Hani bertanya ke Karin, masih bertema hukuman itu. “ Gue sih pastinya puisi, enggak tau juga sih nanti kalo si Tama mau menambahkan ide “ jawabnya membuatku cemburu.
Kami di introgasi di ruang BK selama pelajaran terakhir. Sehingga saat kami sudah selesai di hujani beberpa pertanyaan itu saat jam pelajaran terakhirpun sudah berakhir. Senangnya tidak ikut pelajaran Bu Indie, guru fisika itu.
Karin hari ini kembali diantar pulang oleh laki- laki bermotor ninja merah, Tama. Jika seandainya yang jadi posisi Karin itu aku pasti aku tidak akan berbuat macam- macam dibelakanngnya. Dia itu beruntung mendapatkan laki- laki yang sempurna, seperti yang aku dambakan.
Aku masuk kedalam mobil dengan perasaan cemburu, dari dulu aku ingin sekali dibonceng sama Tama menggunakan motor Ninja merahnya. “ Han, sepertinya Karin beruntung banget bisa dapein Tama. Gue iri sama dia, dia bisa dapetin cowok yang sempurna itu “.
Hani lalu menggelengkan kepala, “ Lo enggak usah iri. Lo bisa dapetin yang lain, Sa “ dia mencoba menguatkan aku. “ Mungkin gue bisa dapetin yang lebih baik dari dia, tapi susah. Susah cari orang yang attitudenya baik, tajir, ganteng, perhatian dan pinter “.
“ Udah sampe rumah lo nie “ ucapnya mengalihkan pembicaraan.
Malam harinya aku tidur dengan perasaan gelisah, mungkin masih karena sifat iri tersebut. Jam waker berdering pukul 04.00, biasanya dering jam itu tidak terdengar olehku saat aku sedang tidur tapi khusus untuk hari ini, jam weker itu mampu membangunkan aku.
Aku mengambil telephone untuk mencoba menghubungi Hani. Semoga saja sahabatku yang rajin itu sudah bangun, aku ingin mencurahkan semua isi dihatiku.

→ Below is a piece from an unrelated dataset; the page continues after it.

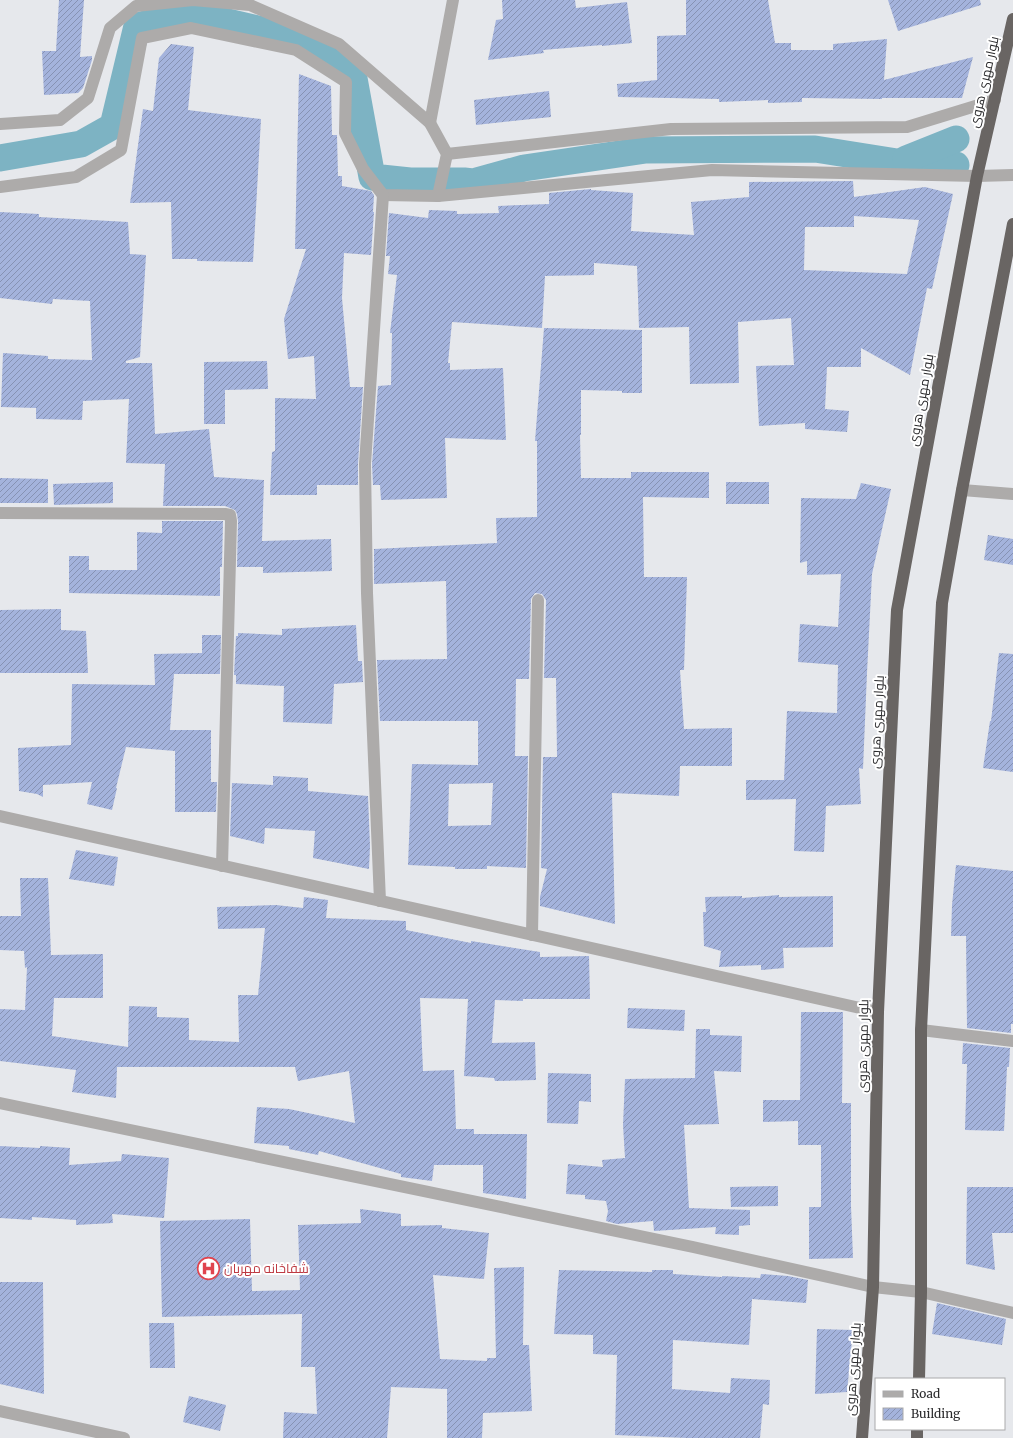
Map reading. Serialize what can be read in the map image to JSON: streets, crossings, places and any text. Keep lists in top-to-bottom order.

“ Tut tut tuuuut “ sudah lebih dari 10 panggilan aku tujukan kepadanya, tapi semuanya enggak ada yang diangkat. Mungkin Hani belum bangun. Selanjutnya, aku pergi ke dapur entah untuk ngapain, hal yang pertama aku lakukan disana adalah buka kulkas lalu ditutup lagi.
Mataku menyorot ke sebuah cahaya kecil yang berasal dari atas meja makan. Sebelum aku mengangkat tetephon itu, aku memohon dalam hati agar yang menelfonku adalah Hani. Orang yang beberapa menit yang lalu aku telepon.
Aku mendesah, tanpa berucap setelah aku mengangkat panggilan itu. “ Sa, tau gak. Si Jeremy udah konfrim gue lhoo, trus gue juga udah chatingan sama dia, dan kayaknya dia juga suka deh sama gue “ Suara antusias Karin mengagetkanku, ia pamer segala yang berhubungan dengan Jeremy.
Terus apa masalahnya buat aku? Apakah dia sengaja memanas- manasi aku dengan menelfonku pagi- pagi terus bilang kalo dia dekat sama Jeremy. Oh gue tau, biar dia terkesan kalo semalaman mereka chatingan. Aku perlu gitu, mendapat kabar itu?
Please deh Karin, lo itu bukan apa- apanya Jeremy. Dia udah punya orang yang dia suka, dan lo gak mungkin dapetin Jeremy dengan merebut hatinya yang di kasih ke orang yang di sukainya.
Jeremy itu cowok setia, Karin!
“ Owh “ aku merespon tanpa semangat.

Sosok Karin sangat sulit untuk aku gambarkan, dia selalu peka dengan hal yang berbau cowok bahkan terlalu peka. Karin terlalu mencari perhatian tiap kali bertemu dengan cowok, selalu.